To produce a self-portrait, an accurate self-portrait, is impossible without a mirror. Yes, you can see some sort of reflection in water, but you are not able to even recognize the color of your eyes there. Not surprisingly, the first stories about self-portraits are connected with mirrors – see, for example, the story of Marcia. But the mirrors had been used in these cases simply for spying on yourself – you look at yourself, then paint, then look again, etc. There is not much difference compared to the usual portrait-making.
Parmigianino was apparently the the first who managed to put you right into such a space, thus pulling out, to the outside, this very intimate, inner process. When looking at this work, we find ourselves in a delicate and fragile “mirror cocoon” – but the cocoon of another person!
As I wrote already, he never ever painted any other mirror (although he created many other, otherwise very good and interesting works).
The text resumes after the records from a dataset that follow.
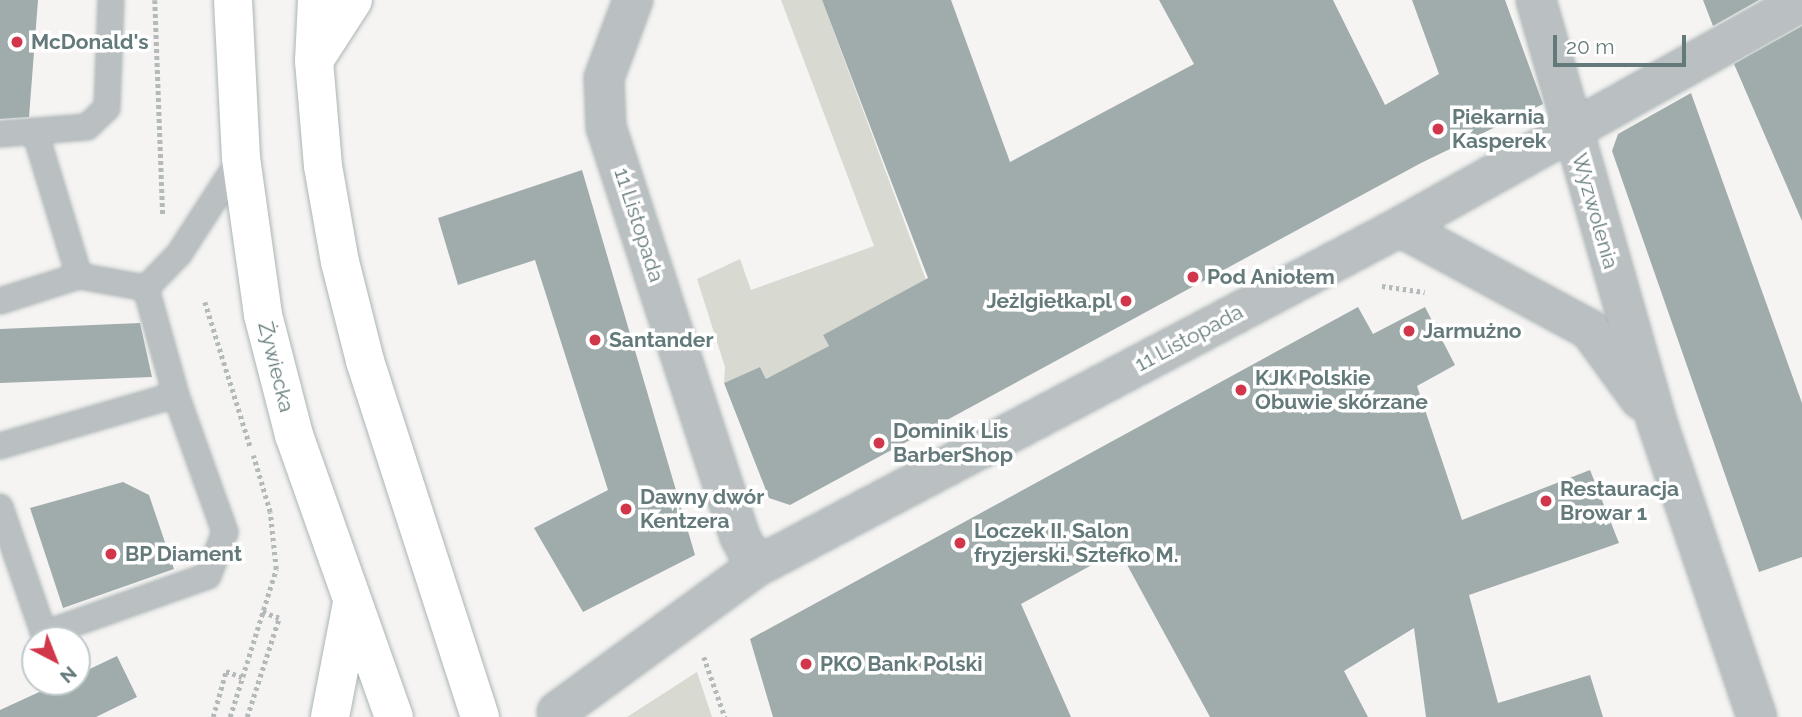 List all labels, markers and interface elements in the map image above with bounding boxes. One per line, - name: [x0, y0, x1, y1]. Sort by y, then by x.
- scale bar: [1557, 21, 1690, 65]
- place label: McDonald's: [31, 29, 149, 55]
- marker: McDonald's: [9, 34, 25, 50]
- text: 20 m: [1566, 34, 1614, 59]
- place label: Piekarnia Kasperek: [1452, 104, 1547, 154]
- marker: Piekarnia Kasperek: [1430, 121, 1446, 137]
- street label: Wyzwolenia: [1566, 150, 1624, 272]
- street label: 11 Listopada: [609, 165, 669, 285]
- place label: Pod Aniołem: [1207, 264, 1335, 290]
- marker: Pod Aniołem: [1185, 269, 1201, 285]
- place label: JeżIgiełka.pl: [986, 288, 1112, 314]
- marker: JeżIgiełka.pl: [1118, 293, 1134, 309]
- street label: 11 Listopada: [1131, 299, 1247, 377]
- place label: Jarmużno: [1423, 318, 1522, 344]
- street label: Żywiecka: [253, 319, 299, 415]
- marker: Jarmużno: [1401, 323, 1417, 339]
- place label: Santander: [609, 327, 714, 353]
- marker: Santander: [587, 332, 603, 348]
- place label: KJK Polskie Obuwie skórzane: [1255, 365, 1428, 415]
- marker: KJK Polskie Obuwie skórzane: [1233, 382, 1249, 398]
- place label: Dominik Lis BarberShop: [893, 418, 1013, 468]
- marker: Dominik Lis BarberShop: [871, 435, 887, 451]
- place label: Restauracja Browar 1: [1560, 476, 1679, 526]
- place label: Dawny dwór Kentzera: [640, 484, 765, 534]
- marker: Restauracja Browar 1: [1538, 493, 1554, 509]
- marker: Dawny dwór Kentzera: [618, 501, 634, 517]
- place label: Loczek II. Salon fryzjerski. Sztefko M.: [974, 518, 1178, 568]
- marker: Loczek II. Salon fryzjerski. Sztefko M.: [952, 535, 968, 551]
- place label: BP Diament: [125, 541, 243, 567]
- marker: BP Diament: [103, 546, 119, 562]
- north arrow: [21, 626, 91, 696]
- place label: PKO Bank Polski: [820, 651, 983, 677]
- marker: PKO Bank Polski: [798, 656, 814, 672]
- text: N: [56, 662, 81, 688] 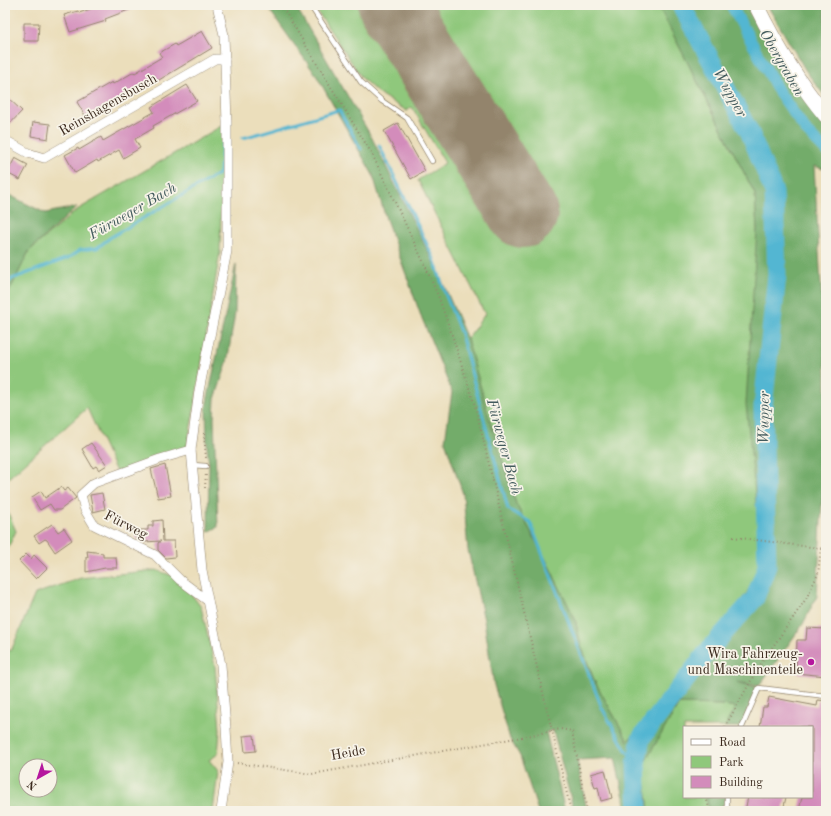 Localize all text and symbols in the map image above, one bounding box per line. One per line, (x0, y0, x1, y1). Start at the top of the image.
water label: Obergraben (756, 27, 806, 99)
water label: Wupper (709, 66, 749, 121)
street label: Reinshagensbusch (57, 71, 160, 139)
water label: Fürweger Bach (86, 181, 180, 244)
water label: Wupper (757, 391, 773, 445)
water label: Fürweger Bach (483, 396, 523, 497)
street label: Fürweg (102, 508, 150, 542)
place label: Wira Fahrzeug- und Maschinenteile (688, 647, 803, 677)
marker: Wira Fahrzeug- und Maschinenteile (806, 657, 816, 667)
legend (683, 726, 813, 798)
text: Road (719, 737, 746, 749)
street label: Heide (330, 743, 366, 763)
text: Park (719, 757, 744, 769)
north arrow (18, 758, 58, 798)
text: N (25, 777, 39, 792)
text: Building (719, 777, 763, 789) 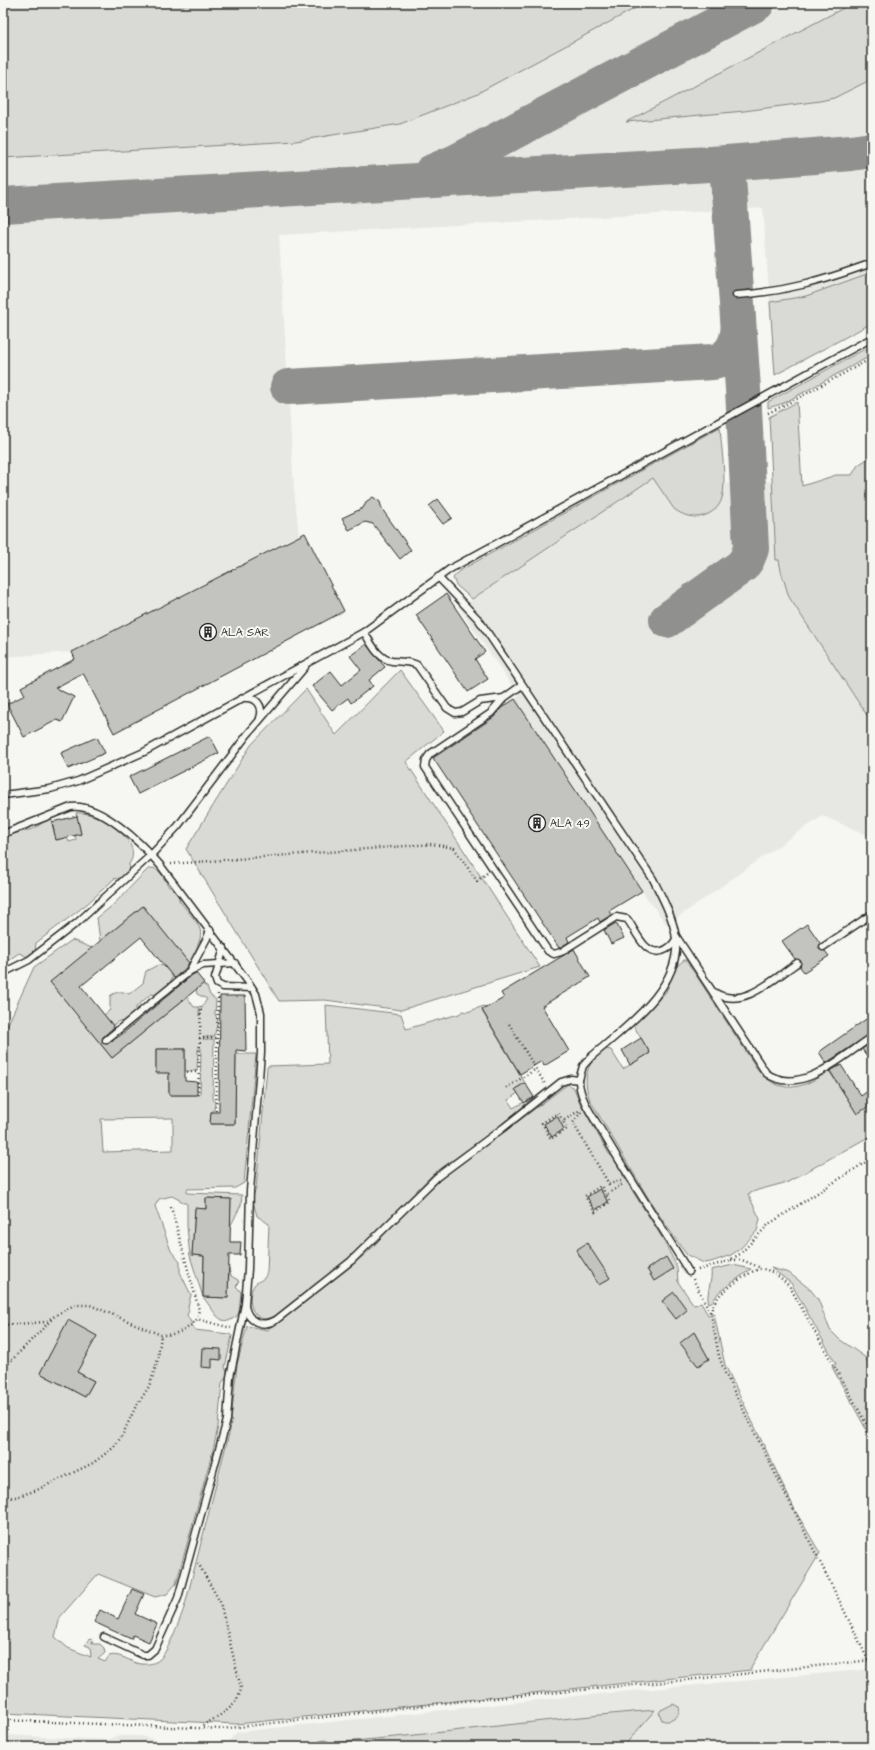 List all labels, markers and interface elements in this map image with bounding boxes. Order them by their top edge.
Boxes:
building icon: ALA SAR [198,622,218,642]
place label: ALA SAR [221,625,269,640]
building icon: ALA 49 [527,813,547,833]
place label: ALA 49 [550,816,590,831]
In one of his later works, Madonna with the Long Neck (Madonna dal Collo Lungo, 1534 – that also demonstrated that he became a full-steam mannerist) we see an interesting application of reflection at work:
Here, perhaps more metaphorically than really, the Child Jesus is reflected in (his own?) cross of the vessel:
But that’s it, it’s all that I was able to find so far. Parmigianino painted a few other self-portraits, but none of them had any mirrors (unless you consider this amazing red hat an allusion to a convex mirror, of course):
upd: As often happens, I didn’t notice an elephant in a porcelain store: some details of this panel hint that the master was trying not only create a self-portrait, but a self-portrait of him making this self-portrait with the use of a mirror!
Notice how distracted his gaze – it’s not the gaze of the person looking straight at himself in the mirror. Instead, he looks at the mirror but then looks at the panel where he paints this portrait (a small curve to the right). A great cocktail of phenomenology and epistemology, in one bottle.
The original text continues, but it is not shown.